Per predicato logico può servire tutto ciò che si vuole, anzi il soggetto si può predicare di se stesso; giacché la logica astrae da ogni contenuto. Ma la determinazione è un predicato, che s’aggiunge al concetto del soggetto, e lo accresce. Essa quindi non vi può essere già contenuta. Essere, manifestamente, non è un predicato reale, cioè un concetto di qualche cosa che si possa aggiungere al concetto di una cosa. Essere è semplicemente la posizione di una cosa di certe determinazioni in se stesse. Nell’uso logico è unicamente la copula di un giudizio. Il giudizio: Dio è onnipotente, contiene due concetti, che hanno i loro oggetti: Dio è onnipotenza: la parolina “è” non è ancora un predicato, bensì solo ciò che pone il predicato in relazione col soggetto. Ora, se io prendo il soggetto (Dio) con tutti insieme i suoi predicati (ai quali appartiene anche l’onnipotenza), e dico: Dio è, c’è un Dio, io non affermo un predicato nuovo del concetto di Dio, ma soltanto il soggetto in sé con tutti i suoi predicati, e cioè l’oggetto in relazione col mio concetto.

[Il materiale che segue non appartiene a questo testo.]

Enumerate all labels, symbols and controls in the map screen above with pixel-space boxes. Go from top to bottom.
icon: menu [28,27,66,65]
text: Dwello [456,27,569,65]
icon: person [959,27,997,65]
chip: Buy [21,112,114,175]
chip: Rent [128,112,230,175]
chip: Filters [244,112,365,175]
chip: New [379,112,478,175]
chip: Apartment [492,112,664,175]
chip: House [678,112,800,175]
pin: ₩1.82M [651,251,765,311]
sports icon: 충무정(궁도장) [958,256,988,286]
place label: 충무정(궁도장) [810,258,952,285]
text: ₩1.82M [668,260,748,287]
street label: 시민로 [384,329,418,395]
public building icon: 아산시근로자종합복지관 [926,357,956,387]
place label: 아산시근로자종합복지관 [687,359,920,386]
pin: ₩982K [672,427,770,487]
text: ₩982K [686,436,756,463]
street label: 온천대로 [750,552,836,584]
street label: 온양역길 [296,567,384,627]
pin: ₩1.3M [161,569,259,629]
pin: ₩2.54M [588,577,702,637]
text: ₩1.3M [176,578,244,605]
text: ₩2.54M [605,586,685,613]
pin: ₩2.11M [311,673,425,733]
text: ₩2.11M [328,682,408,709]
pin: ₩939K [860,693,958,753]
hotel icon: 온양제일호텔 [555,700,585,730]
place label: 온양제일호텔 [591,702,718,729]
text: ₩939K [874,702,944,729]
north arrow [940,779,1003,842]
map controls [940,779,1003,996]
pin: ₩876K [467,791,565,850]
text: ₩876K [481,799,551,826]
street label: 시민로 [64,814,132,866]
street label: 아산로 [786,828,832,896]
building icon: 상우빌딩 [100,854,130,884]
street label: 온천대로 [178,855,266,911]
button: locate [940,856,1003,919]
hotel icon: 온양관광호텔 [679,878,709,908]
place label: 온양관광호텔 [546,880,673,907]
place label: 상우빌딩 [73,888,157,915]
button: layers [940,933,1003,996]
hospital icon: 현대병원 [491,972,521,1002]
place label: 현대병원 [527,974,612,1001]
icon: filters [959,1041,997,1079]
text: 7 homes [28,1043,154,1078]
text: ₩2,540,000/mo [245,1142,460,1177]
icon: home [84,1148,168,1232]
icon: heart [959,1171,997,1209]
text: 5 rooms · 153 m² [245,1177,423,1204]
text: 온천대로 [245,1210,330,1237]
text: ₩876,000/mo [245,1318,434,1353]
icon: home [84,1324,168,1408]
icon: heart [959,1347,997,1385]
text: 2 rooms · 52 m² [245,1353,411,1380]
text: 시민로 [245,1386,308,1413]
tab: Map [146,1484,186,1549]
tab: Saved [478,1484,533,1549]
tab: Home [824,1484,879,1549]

Entrambi devono avere esattamente un contenuto identico, e però nulla si può aggiungere di più al concetto, che esprime semplicemente la possibilità, per il fatto di pensare l’oggetto come assolutamente dato (con l’espressione: egli è). E così il reale non viene a contenere niente più del semplice possibile. Cento talleri reali non contengono assolutamente nulla di più di cento talleri possibili. Perché, dal momento che i secondi denotano il concetto, e i primi invece l’oggetto e la sua posizione in sé, nel caso che questo contenesse più di quello, il mio concetto non esprimerebbe tutto l’oggetto, e però anch’esso non ne sarebbe il concetto adeguato. Ma rispetto allo stato delle mie finanze nei cento talleri reali c’è più che nel semplice concetto di essi (cioè nella loro possibilità). Infatti l’oggetto, per la realtà, non è contenuto senz’altro, analiticamente nel mio concetto, ma s’aggiunge sinteticamente al mio concetto (che è una determinazione del mio stato), senza che per questo essere fuori del mio concetto questi cento talleri stessi del pensiero vengano ad essere minimamente accresciuti.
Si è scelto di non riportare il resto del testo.